Hope you're ready folks...

The CPI was a "miss", and yet the headline number was hit (as expected) by rising gas prices.  The claims is up 10%, but I don't know how you get there in that locally we went from right near $2.00 to about $2.40, which is closer to 20% than 10%.

In any event the other issue is the obvious one: Economic data surprises have nearly all been negative.

CNBS talking heads continue to rationalize away the facts -- particularly that economic surprises have simply not filtered through to either prices in the markets.

But they will, and when you add into this the fact that most of the non-McJob additions in the employment sector were in the oil patch here in the US, and that hiring has now reversed with low oil prices and these people are being furloughed, well....
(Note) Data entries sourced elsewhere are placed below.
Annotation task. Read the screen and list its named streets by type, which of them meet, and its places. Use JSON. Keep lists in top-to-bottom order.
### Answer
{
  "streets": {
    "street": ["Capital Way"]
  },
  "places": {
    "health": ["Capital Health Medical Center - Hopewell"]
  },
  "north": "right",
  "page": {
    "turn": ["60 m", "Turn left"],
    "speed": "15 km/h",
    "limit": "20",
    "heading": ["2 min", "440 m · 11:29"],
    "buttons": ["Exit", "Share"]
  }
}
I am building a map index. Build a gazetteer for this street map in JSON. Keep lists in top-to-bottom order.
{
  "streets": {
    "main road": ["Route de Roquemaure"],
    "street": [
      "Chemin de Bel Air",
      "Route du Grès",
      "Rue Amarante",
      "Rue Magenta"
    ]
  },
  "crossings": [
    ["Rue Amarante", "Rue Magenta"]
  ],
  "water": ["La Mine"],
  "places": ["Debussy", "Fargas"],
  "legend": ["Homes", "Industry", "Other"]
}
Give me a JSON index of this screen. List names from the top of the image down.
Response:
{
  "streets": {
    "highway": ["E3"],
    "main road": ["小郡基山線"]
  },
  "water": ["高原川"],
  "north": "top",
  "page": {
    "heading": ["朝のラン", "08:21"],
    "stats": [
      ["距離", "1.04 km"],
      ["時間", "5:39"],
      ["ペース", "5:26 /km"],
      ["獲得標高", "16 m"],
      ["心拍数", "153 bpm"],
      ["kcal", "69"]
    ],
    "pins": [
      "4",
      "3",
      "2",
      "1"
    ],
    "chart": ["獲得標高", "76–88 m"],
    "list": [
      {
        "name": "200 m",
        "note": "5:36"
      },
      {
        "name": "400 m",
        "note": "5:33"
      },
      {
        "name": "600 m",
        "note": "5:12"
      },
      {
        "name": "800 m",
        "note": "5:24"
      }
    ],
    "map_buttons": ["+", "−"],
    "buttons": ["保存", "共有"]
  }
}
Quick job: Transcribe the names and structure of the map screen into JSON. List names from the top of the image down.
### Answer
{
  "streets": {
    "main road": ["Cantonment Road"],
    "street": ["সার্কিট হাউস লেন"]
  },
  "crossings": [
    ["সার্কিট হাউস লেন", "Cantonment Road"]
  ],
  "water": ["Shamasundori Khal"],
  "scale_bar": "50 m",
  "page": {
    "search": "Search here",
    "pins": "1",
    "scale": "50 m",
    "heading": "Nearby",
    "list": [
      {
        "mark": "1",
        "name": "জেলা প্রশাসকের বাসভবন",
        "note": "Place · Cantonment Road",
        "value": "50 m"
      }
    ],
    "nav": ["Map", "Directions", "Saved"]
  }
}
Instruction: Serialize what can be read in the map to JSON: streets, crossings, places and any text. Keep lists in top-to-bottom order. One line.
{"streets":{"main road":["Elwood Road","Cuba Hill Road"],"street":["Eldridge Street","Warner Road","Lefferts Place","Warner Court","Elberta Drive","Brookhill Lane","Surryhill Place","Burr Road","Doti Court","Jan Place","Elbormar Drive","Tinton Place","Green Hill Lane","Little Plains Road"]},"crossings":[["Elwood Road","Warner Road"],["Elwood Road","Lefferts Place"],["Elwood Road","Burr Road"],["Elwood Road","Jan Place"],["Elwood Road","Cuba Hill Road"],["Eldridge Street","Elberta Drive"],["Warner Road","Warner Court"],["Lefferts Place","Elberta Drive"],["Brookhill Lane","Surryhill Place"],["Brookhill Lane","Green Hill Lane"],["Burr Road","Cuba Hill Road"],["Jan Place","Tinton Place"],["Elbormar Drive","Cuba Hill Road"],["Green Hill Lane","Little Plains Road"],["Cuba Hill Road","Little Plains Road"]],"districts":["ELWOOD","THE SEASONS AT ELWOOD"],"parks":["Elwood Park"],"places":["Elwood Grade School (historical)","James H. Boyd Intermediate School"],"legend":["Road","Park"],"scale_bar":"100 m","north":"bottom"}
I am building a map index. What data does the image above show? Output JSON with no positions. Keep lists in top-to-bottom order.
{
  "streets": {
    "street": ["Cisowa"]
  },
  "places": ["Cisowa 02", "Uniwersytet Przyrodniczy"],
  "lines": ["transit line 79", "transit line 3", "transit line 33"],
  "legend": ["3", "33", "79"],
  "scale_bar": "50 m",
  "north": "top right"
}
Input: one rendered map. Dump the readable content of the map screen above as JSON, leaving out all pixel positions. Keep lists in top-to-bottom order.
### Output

You might claim "jobs have recovered" but when the remaining "jobs" are all entry-level and provide little or no upward mobility there's no economic driver involved in them.

Markets, particularly in the no-earning tech sector, have been extremely buoyant, along with the garbage fast-casual food joints.

Unjustifiably so, in my opinion....

Oh, and then there's Greece.... which is coming, and is going to matter.  Not so much because of Greece per-se, but because all that crap paper they wrote went somewhere, and the place it went was probably in places you don't want it with the LTRO gamesmanship and similar.

Remember that in a derivative-linked world this crap is levered 20:1 as allegedly "good collateral" behind those bets, and when the collateral is exposed as trash the loss isn't the face amount, it's 20x as much because governments allowed this garbage to be geared up by so-called "banks" as a means of legalized counterfeiting.

Here it comes.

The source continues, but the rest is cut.